Departmental Costing
industry)
• Unit / Single Costing – This is the method of
calculating the cost of a single product where the
product can be expressed in identical units and
manufacturing is continuous
• Multiple / Composite Costing – This system of
costing is used where more than one products
are manufactured and different techniques of
costing are to be used e.g. automobiles,
consumer durables, etc.
• Uniform Costing – When a particular method of
costing is uniformly accepted in the entire
industry, the system is called as uniform costing.
Areas of Cost Accounting
• Absorption Costing – It is a practice of charging
all costs (variable and fixed) to production
process so that total cost can be computed.
• Marginal Costing – It is the system where only
variable costs are charged to production
process. Fixed costs are charged against
contribution which is the difference between
sales and variable costs.
Areas of Cost Accounting
(continued)
• Activity Based Costing (ABC) – It is a recent
technique wherein overheads are identified with
different activities of an organisation. Each
activity is considered as a cost driver i.e. the
cause for incurring of overheads. Activities can
be ordering, inspection, repairs and
maintenance, storage, distribution, after sales
service, etc.
• Historical Costing – Also called as traditional /
conventional costing, it is the determination of
total costs as per actual incurrence.
Areas of Cost Accounting
(continued)
• Standard Costing – It is a system under
which the costs of a product is determined
in advance on the basis of predetermined
standards; this standardised cost is
compared with actual cost to find out the
variance.
• Relevant Costing – It is the system of
charging those cost only which will be
incurred and ignoring sunk costs.
MANAGEMENT ACCOUNTING
• It is the presentation of accounting
information in such a way as to assist
management in the creation of policy and
in day to day operation of an organisation.
• According to CIMA, London, Management Accounting is
“an integral part of management concerned with
identifying, presenting and interpreting information used
for
(a) formulating strategy;
(b) planning and controlling activities;
(c) Decision taking;
(d) optimising the use of resources;
(e) disclosure to shareholders and other external parties;
(f) disclosure to employees;
(g) safeguarding assets.
Objectives of Management
Accounting
• Formulation of plans to meet objectives (strategic
planning)
• Formulation of short term operation plans (budgeting)

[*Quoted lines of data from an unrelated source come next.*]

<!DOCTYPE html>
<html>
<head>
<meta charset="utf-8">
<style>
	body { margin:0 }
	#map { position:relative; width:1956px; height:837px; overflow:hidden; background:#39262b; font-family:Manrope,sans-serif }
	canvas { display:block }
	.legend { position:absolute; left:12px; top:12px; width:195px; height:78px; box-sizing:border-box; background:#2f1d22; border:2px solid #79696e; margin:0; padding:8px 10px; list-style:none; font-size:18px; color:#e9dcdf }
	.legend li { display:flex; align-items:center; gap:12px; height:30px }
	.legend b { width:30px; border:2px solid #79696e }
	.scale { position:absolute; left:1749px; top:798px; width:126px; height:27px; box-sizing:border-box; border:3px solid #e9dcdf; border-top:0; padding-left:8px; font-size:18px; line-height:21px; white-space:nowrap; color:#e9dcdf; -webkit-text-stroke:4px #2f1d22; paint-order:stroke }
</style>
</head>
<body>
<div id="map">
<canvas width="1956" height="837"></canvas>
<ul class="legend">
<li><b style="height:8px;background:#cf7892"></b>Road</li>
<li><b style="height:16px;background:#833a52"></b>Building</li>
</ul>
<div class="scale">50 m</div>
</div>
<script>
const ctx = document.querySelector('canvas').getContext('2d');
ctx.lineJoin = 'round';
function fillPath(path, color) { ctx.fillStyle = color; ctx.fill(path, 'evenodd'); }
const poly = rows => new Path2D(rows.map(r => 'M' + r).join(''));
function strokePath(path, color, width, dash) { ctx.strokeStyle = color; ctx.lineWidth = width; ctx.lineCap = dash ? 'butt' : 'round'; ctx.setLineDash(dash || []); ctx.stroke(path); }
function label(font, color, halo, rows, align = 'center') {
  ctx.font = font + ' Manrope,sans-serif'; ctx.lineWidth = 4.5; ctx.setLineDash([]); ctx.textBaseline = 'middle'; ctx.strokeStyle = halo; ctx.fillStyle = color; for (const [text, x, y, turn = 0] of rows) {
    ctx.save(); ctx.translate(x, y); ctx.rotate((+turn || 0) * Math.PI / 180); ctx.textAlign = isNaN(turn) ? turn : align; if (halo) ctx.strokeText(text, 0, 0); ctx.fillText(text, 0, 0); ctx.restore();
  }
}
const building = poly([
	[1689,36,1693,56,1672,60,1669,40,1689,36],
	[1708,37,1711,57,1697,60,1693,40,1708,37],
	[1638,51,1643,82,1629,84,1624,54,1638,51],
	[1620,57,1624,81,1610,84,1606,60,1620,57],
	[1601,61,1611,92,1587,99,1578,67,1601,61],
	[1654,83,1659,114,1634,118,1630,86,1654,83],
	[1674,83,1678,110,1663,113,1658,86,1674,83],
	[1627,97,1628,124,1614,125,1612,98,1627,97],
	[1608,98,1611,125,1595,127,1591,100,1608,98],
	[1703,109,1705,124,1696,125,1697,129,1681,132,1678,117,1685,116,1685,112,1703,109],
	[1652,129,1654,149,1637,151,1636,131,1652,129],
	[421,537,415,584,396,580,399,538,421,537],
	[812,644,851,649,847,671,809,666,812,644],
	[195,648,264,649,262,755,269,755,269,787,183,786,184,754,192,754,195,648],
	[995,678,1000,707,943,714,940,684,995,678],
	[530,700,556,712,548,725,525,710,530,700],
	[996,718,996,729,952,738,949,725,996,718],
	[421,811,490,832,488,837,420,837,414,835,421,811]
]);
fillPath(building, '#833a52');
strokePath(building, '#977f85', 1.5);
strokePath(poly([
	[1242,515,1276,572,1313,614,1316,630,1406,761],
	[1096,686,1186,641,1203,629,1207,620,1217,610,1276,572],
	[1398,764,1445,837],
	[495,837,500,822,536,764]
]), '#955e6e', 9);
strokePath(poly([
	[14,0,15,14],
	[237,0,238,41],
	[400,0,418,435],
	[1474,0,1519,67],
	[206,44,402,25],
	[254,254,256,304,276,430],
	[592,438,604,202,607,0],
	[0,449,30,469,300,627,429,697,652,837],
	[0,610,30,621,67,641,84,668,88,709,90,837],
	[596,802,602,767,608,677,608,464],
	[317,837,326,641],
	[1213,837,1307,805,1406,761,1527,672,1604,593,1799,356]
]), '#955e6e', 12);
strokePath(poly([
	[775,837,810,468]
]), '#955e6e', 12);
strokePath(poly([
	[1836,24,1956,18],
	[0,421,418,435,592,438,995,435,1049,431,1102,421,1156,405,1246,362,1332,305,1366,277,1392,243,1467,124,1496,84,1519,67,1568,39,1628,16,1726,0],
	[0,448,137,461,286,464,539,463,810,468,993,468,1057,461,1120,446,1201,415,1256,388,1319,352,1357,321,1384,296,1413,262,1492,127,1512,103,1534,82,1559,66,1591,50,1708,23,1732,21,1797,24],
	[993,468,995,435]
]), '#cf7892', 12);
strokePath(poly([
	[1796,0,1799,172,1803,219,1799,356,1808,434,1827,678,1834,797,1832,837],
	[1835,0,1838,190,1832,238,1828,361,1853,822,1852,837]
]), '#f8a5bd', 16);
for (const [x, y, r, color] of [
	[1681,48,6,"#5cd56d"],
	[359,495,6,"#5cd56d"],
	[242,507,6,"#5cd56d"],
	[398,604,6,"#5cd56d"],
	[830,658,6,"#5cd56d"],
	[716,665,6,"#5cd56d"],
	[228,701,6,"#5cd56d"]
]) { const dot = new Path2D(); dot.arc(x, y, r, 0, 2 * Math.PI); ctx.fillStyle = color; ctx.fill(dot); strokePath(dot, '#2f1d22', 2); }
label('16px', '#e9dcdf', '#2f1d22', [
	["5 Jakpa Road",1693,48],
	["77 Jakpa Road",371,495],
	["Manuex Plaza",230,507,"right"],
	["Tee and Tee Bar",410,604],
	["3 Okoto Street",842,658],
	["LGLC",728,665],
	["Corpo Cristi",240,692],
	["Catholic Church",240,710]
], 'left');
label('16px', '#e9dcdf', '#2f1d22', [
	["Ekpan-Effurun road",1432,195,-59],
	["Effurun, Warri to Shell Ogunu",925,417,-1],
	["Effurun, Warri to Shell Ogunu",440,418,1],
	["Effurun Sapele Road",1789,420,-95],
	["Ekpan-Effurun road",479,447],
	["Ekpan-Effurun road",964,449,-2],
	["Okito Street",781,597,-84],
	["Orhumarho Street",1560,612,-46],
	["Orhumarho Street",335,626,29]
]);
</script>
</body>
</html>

• Acquisition and use of finance (financial management)
• Recording of transactions (financial and cost accounting)
• Communication of financial and operating information
• Corrective action to bring plans and results into line
(financial control)
• Reviewing and reporting on systems and operations
(internal audit and management audit)
Nature of Management Accounting
• It is a decision making system
• It is futuristic
• It is a technique of selective nature
• It analyses different variables
• It does not set particular formats for
information
Financial Accounting v/s
Management Accounting
• Financial Accounting aims at providing
information to owners and outsiders while
Management Accounting renders information for
the guidance of the management.
• Financial Accounts are maintained as per legal
requirements while accounts related to
Management Accounting are kept voluntarily.
• Financial Accounting emphasises the
measurement of profitability while Management
Accounting aims at ascertainment of costs.

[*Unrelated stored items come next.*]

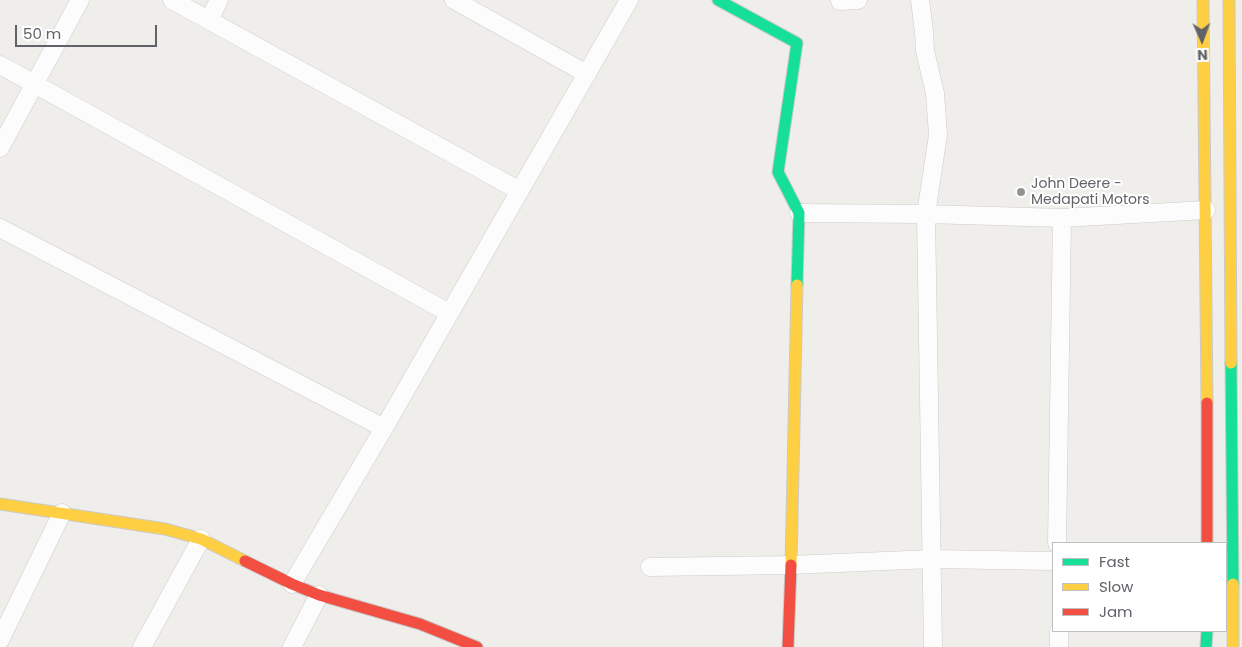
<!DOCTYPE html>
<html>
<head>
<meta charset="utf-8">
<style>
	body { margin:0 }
	#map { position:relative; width:1242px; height:647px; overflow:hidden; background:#efeeea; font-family:Poppins,sans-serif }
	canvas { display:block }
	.legend { position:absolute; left:1052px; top:542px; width:175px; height:90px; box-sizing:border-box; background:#fff; border:1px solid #bfc0c2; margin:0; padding:6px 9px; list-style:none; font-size:15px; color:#606267 }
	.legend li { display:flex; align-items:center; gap:10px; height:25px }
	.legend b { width:25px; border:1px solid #bfc0c2 }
	.north { position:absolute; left:1177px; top:15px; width:50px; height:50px; -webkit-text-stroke:4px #fff; paint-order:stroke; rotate:178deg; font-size:14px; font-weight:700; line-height:20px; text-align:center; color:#606267 }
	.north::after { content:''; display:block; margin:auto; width:18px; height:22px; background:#606267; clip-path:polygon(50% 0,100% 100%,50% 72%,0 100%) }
	.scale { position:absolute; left:15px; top:25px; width:142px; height:22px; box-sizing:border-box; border:2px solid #606267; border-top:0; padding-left:6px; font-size:15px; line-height:18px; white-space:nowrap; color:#606267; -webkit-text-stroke:4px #fff; paint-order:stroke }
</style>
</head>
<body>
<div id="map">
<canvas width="1242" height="647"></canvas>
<ul class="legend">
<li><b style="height:6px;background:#16e098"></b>Fast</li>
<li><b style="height:6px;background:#ffcf43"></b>Slow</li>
<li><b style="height:6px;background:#f24e42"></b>Jam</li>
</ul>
<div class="north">N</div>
<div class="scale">50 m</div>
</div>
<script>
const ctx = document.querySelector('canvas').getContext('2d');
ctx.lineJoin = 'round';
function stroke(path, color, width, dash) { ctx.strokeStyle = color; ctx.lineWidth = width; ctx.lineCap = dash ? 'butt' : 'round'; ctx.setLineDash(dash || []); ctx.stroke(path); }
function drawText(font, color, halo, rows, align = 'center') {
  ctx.font = font + ' Poppins,sans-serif'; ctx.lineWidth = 4; ctx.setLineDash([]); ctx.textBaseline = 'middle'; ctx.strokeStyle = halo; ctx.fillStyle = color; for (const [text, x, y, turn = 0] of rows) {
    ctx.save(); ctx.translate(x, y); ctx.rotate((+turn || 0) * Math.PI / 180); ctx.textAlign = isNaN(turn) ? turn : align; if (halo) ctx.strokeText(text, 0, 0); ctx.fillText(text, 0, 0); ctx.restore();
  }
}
const street = new Path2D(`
	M 172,0 L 520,191
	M 454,0 L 587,74
	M 920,0 L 924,32 L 925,51 L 935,93 L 938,135 L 926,214 L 933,647
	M 840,1 L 858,0
	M 209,20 L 219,0
	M 0,65 L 449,313
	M 0,148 L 80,0
	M 799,213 L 926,214 L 1062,218 L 1206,210
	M 0,228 L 384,428
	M 1057,543 L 1062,218
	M 650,567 L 791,565 L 932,559 L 1053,561
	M 292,584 L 384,428 L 629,0
	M 1059,631 L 1059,647
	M 0,640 L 62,513
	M 142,647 L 201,539
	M 292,647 L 319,595`);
const fast = new Path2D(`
	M 718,0 L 797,43 L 778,172 L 799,213 L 797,285
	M 1231,363 L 1233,584
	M 1206,647 L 1207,631`);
const slow = new Path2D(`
	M 1203,0 L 1207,403
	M 1229,0 L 1231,363
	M 0,504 L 165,529 L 201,539 L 245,561
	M 791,565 L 797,285
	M 1233,584 L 1233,647`);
const jam = new Path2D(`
	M 1207,403 L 1207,543
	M 245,561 L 292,584 L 319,595 L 420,624 L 477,647
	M 788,647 L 791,565`);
stroke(street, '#cccccb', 19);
stroke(fast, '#cacacb', 13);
stroke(slow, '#cacacb', 13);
stroke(jam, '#cacacb', 13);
stroke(street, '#fdfcfc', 18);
stroke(fast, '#16e098', 11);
stroke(slow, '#ffcf43', 11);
stroke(jam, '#f24e42', 11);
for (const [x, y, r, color] of [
	[1021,192,5,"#929395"]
]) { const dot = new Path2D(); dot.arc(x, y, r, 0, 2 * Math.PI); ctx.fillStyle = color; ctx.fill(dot); stroke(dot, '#fff', 2); }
drawText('14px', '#606267', '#fff', [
	["John Deere -",1031,184],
	["Medapati Motors",1031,200]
], 'left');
</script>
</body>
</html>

• Financial Accounts disclose the net profit and
loss of the business as a whole whereas
Management Accounts disclose profit or loss of
each product, job or service.
• Financial Accounts deal with actual facts and
data but Management Accounts deal partly with
facts and data and partly with estimates.

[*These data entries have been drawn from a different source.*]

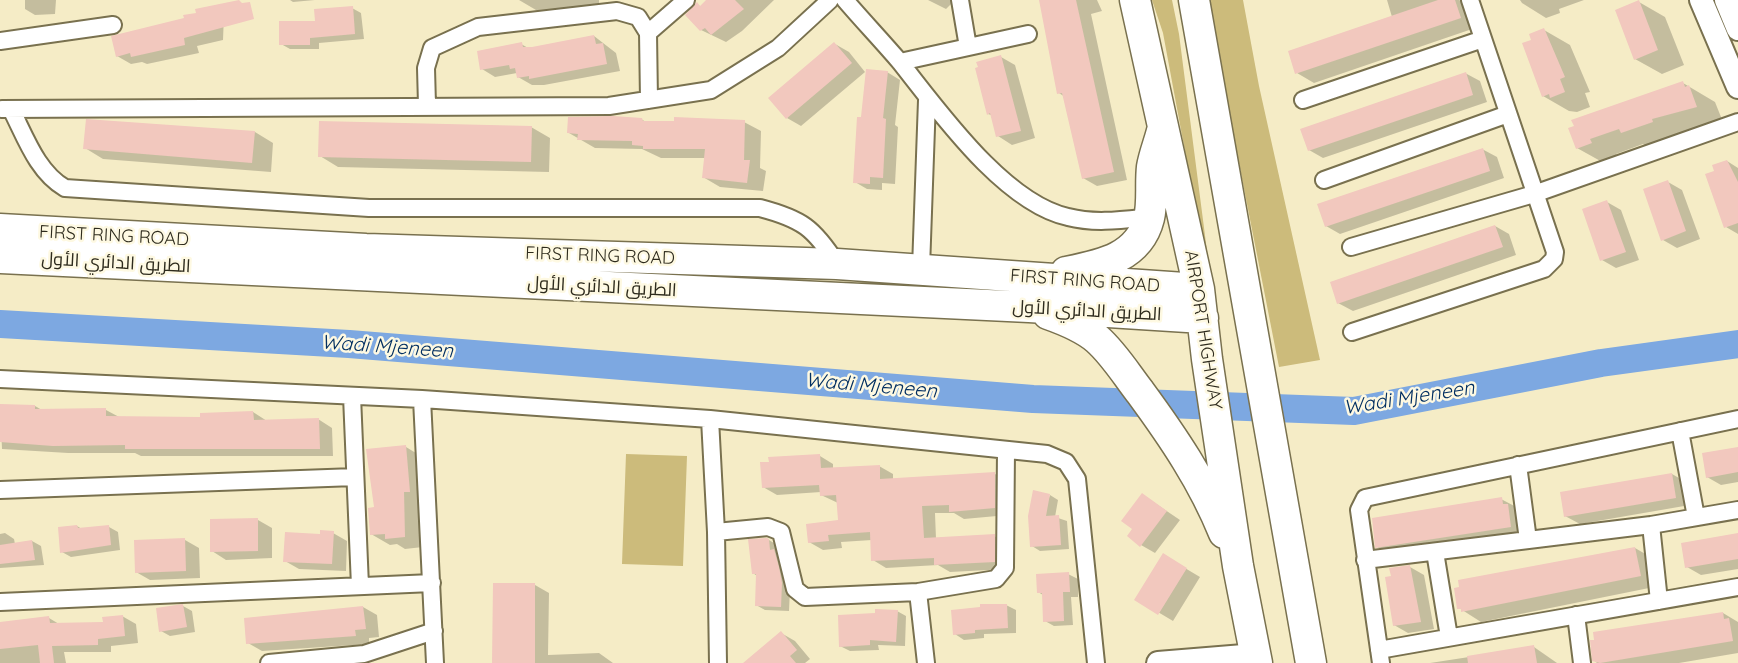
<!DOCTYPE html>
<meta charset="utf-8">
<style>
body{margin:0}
canvas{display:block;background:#f5ecc6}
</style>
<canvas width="1738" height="663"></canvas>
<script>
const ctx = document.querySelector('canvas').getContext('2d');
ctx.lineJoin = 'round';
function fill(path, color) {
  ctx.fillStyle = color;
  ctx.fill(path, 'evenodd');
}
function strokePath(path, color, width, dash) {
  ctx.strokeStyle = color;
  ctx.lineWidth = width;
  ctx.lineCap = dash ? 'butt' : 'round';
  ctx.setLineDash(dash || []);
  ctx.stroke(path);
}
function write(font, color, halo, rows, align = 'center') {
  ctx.font = font + ' Quicksand,Cairo,sans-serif';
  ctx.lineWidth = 5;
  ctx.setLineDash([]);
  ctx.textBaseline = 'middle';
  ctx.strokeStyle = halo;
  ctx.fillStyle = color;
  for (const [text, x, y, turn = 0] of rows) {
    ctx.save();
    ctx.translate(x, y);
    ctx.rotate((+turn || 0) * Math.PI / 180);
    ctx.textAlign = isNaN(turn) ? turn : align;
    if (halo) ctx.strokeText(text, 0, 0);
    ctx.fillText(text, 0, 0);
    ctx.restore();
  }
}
const green = new Path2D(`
 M1152,0H1172L1179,34L1215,313L1163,33Z
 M1207,0H1243L1259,86L1320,360L1279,367Z
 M626,454L687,456L683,566L622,564Z`);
const shadow = new Path2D(`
 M25,0H56L55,14L35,15L25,9Z
 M290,0H315L293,2Z
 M519,0H599V9L536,10Z
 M709,0H774L742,31L726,42L701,30L697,4L701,7Z
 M928,0H955L946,9Z
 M1040,0H1097L1102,11L1091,14L1127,180L1097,186L1083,178L1065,97L1059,93Z
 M1387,0H1459L1470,6L1478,27L1314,83L1297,73L1392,17Z
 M1520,0H1584L1559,9L1560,13L1546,18L1522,3Z
 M1639,2L1665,17L1684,65L1662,74L1635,59Z
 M352,8L361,13L364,39L319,43V49H290L281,44L316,22Z
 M224,15L223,40L197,46L199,53L147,64L142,62L131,64L117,56L186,19Z
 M1544,30L1570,45L1590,92L1585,93L1590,107L1577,112L1569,111L1543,96L1533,41Z
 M594,36L616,53L620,71L544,85H532L518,77L517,73L495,77L482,69L521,44L530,49Z
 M835,44L849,52L865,72L801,126L787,118Z
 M1001,57L1015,65L1035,138L1012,145L998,136L991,115L988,114Z
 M887,72L900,80L895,125L898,127L895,184L882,183V190L867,189L855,182L862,119Z
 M1465,73L1480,81L1487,102L1323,158L1309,150Z
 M1683,83L1715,102L1723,122L1677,134L1678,137L1648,147L1643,144L1616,154L1617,158L1604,163L1577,148L1570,129Z
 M641,119L646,122H744L761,131L760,168L766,171L763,191L720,187L703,177L705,158H661L642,149L595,148L569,133Z
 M531,127L550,138L549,172L338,167L320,156Z
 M255,132L273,143L271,172L103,159L85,148Z
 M1482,149L1497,157L1504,178L1340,234L1326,226Z
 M1727,161L1738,168V234L1726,227L1716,172Z
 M1668,182L1682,190L1700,239L1677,248L1663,240Z
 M1607,202L1621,210L1639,260L1616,268L1602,260Z
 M1495,226L1509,234L1516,255L1353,311L1338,303Z
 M0,405L35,406L42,410H106L121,418L202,419L253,412L267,421L318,419L332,428L333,456H141L135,453H68L2,449Z
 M406,447L424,458L423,547L405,549L397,544L390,545L371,534L375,509Z
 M1738,448V482L1721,485L1707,477Z
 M820,456L833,464V469L879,466L893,474V480L995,474L1009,482L1008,515L964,519L954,513H935L936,539L994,536L1008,544V569L950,572L938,565L886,568L873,560L872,540L841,542L842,548L823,550L809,542L839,522L838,503L821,495V492L777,495L763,487Z
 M1672,474L1686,482L1690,505L1580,524L1565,516Z
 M1050,495L1058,500L1055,517L1067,521L1069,549L1040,551L1032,546Z
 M1143,495L1180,520L1155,553L1141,545L1134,529Z
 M1501,499L1520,509L1529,537L1395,558L1377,547Z
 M258,520L272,528V558L226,560L212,551Z
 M77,526L82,529L109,527L118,532L120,550L71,557L62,552Z
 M5,533L14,539L15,544L32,541L41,546L44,565L0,568V534Z
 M333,533L347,541L346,571L299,569L285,561L321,536Z
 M1738,535V569L1701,575L1687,567Z
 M185,540L199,548L200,578L150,580L136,572Z
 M769,540L777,545L790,589L789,611L765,610L756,605L757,576L753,573Z
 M1635,548L1654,559L1659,586L1481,622L1459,608Z
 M1163,555L1200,577L1173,621L1136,599Z
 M1410,567L1424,575L1434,629L1408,633L1394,625Z
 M1068,574L1078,579V597H1071L1073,625L1054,626L1045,621L1043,595L1038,592Z
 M535,585L549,593L548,655L599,653L613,663H494Z
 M1006,605L1016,610V633L984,634V638L964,640L955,634Z
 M183,606L192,611L195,632L170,636L161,631Z
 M363,607L377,615L379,637L369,638V644L262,651L248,643Z
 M897,611L906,616L905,646L878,645L879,650L850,651L840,646Z
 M1723,613L1738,622V653L1679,663H1597L1594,660Z
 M122,616L136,624L138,643L111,646V652H64L66,663H0V623L49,618L59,624L104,623Z
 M781,633L795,641L810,659L805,663H745Z
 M1534,647L1557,663H1430Z`);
const river = new Path2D(`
 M0,324L349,344L1033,399L1354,411L1601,363L1738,344`);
const building = new Path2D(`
 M239,0L242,3L250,2L254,19L184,38L185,45L131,57L130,53L116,57L111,36L184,18L183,15L196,13L195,9Z
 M706,0H735L744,9L711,35L705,28L700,31L685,15L697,2L700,6Z
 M1039,0H1076L1114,172L1082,179L1062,93L1057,94Z
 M1438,0H1455L1461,18L1295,74L1288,51Z
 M1639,0L1658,50L1634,60L1615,10Z
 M353,6L355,34L310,38V45H279V21H315L314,9Z
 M1544,28L1565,77L1560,79L1565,92L1550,98L1549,94L1542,97L1522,43L1531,40L1529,34Z
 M594,35L596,44L603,43L607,64L529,79V76L517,78L515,68L510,69L509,65L480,70L477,51L522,42L523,47H532Z
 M834,42L852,63L786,119L768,98Z
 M1001,55L1021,131L996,137L990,113L987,115L975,68L978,67L976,62Z
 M866,69L888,71L883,118L886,119L883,178L870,177V184L853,183L857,117H861Z
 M1466,72L1473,95L1308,151L1300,129Z
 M1683,81L1685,87L1689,85L1697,107L1652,119L1653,122L1621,133L1619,129L1590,139L1592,143L1576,149L1568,128L1574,126L1571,120Z
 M613,116L642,118L643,121H674V117L745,120L744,160H750L747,183L702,178L705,149H643V146L632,145V141L577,140L578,134L567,133L568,117Z
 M86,119L255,131L252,163L83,149Z
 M319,121L532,126L531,162L318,157Z
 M1483,148L1490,171L1325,227L1317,204Z
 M1727,160L1738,182V223L1724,228L1705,174L1714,171L1712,165Z
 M1668,180L1686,231L1661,241L1643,189Z
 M1607,200L1626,252L1600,261L1582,209Z
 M1495,225L1503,247L1337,304L1330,282Z
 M0,404L35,405V409L106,408V416L200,417V413L253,411L254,420L319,418L320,449H125V445L53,446L0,442Z
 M406,445L410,492H404L405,537L385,539V534L370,535L368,508L374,507L366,449Z
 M1738,447V472L1706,478L1702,453Z
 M820,454L821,468L880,465V479L995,472V508L949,512V505L922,506L924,538L995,534V562L934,565V558L871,561L870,532L828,535L829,541L808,543L806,524L838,520L836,495L820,496L819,485L762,488L760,462H769L768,457Z
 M1672,473L1676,498L1564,517L1560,492Z
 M1033,490L1050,494L1046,516L1059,515L1061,545L1030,547L1028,516Z
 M1142,493L1167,511L1140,547L1127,536L1132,529L1121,521Z
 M1502,497L1503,504H1508L1511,527L1375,548L1372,518Z
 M258,518V551L210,552V519Z
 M77,525L78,528L109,525L111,545L60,553L58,527Z
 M320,530L334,531L332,564L283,562L285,532L320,534Z
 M1738,533V559L1685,568L1681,543Z
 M185,538L186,571L135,573L134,540Z
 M767,538L769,539L770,550L774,549L779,567L782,583L781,607L755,606L756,574H752L748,539Z
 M32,540L35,560L0,564V545Z
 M1635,547L1641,576L1461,612V609H1457L1454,588L1459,587L1458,580Z
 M1163,553L1187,568L1158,615L1134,600Z
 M1410,565L1421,622L1393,626L1385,577L1391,576L1389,568Z
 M1069,572L1070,592H1063L1064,621L1043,622L1042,593H1037L1036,574Z
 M493,583H535V663H492Z
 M183,604L187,627L159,632L156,608Z
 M980,604H1007L1008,628L975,630V633L953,635L951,610L980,607Z
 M363,606L366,629L355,630L356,636L246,644L244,618Z
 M875,609L898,610L896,642L870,640V645L839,647L838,615L875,613Z
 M1723,612L1724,619L1729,618L1733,641L1600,663L1592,661L1590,640H1594L1593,632Z
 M123,615L125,636L98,639V645L52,646L54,663H40L38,645L0,649V622L49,616L50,623L103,622L102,617Z
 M781,631L797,650L790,656L796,663H743Z
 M1534,645L1537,663H1468L1467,656Z`);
const street = new Path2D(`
 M845,0C863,21 882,41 900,62C939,111 1004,203 1068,217C1095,224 1122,220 1150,217
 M960,0L968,47
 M648,33L686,0
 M0,41L113,25
 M900,62L1028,34
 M1303,100L1483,39
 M427,105L426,68L432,48L478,27L617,11L638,17L648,33L649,100
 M2,109L609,106L711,90L778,48L830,0
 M11,109C25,136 37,172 65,188L369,208H760C802,219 814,228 837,264
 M1324,180L1508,114
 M1351,247L1534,194L1738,122
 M921,268L927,100
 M1352,332L1544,269L1554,259L1555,252L1470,0
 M0,379L422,399L710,419L1047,454L1066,462L1077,479L1096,663
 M352,396L360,586
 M422,399L435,663
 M710,419L716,532L718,663
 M1680,431L1696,517
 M1518,465L1528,540
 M0,490L355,477
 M1651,525L1659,601
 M716,532L768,527L781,532L795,589L805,597L918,592L996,579L1005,568L1006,450
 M1435,552L1449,637
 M1365,560L1651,525L1738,510
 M918,592L926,663
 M0,602L432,583
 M1576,615L1582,663
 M1379,650L1738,587
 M269,663L364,654L434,631
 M1381,663L1359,510L1365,498L1738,419`);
const secondary = new Path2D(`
 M1701,0L1738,87
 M1726,0L1738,29
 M1158,663L1256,655`);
const highway = new Path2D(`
 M1135,0L1199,289L1207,359L1238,566L1257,663
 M1194,0C1234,221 1271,442 1311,663
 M0,229L366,249L837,264L1199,289
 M0,258L1029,307L1203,318
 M1066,272C1101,265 1139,258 1149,218C1153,202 1150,184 1152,167C1154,155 1159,143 1162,131
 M1048,314C1065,320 1083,327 1097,339C1114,354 1126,374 1140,392C1173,437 1203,481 1224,533`);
const streetNames = [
 ["FIRST RING ROAD",114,236,3],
 ["FIRST RING ROAD",600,256,2],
 ["الطريق الدائري الأول",116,263,3],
 ["FIRST RING ROAD",1085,281,4],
 ["الطريق الدائري الأول",602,287,3],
 ["الطريق الدائري الأول",1087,311,3],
 ["AIRPORT HIGHWAY",1203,330,81]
];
const waterNames = [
 ["Wadi Mjeneen",387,347,4],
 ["Wadi Mjeneen",871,386,5],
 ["Wadi Mjeneen",1409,398,-9]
];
fill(green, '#ccbb7b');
fill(shadow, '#0003');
strokePath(river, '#7da8e1', 28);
fill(building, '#f2c8be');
strokePath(street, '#79714f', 20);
strokePath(secondary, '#79714f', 26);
strokePath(highway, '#79714f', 33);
strokePath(street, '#fff', 16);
strokePath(secondary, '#fff', 22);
strokePath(highway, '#fff', 30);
write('18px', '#2e2b1d', '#fef9e2', streetNames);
write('italic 20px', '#022f61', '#fef9e2', waterNames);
</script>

• Financial Accounts stresses the ascertainment
of profits while Management Accounts stresses
on planning and control.
• Financial Accounts are concerned with external
transactions while Management Accounts are
concerned with internal transactions which may
not be on the basis of receipt / payment.
• Financial Accounts do not provide information
on the relative efficiencies of the organisation
while Management Accounts provide such
information.
• In Financial Accounts, stock is valued at Cost or
Market price, whichever is lower while in
Management Accounts, stock is valued at Cost.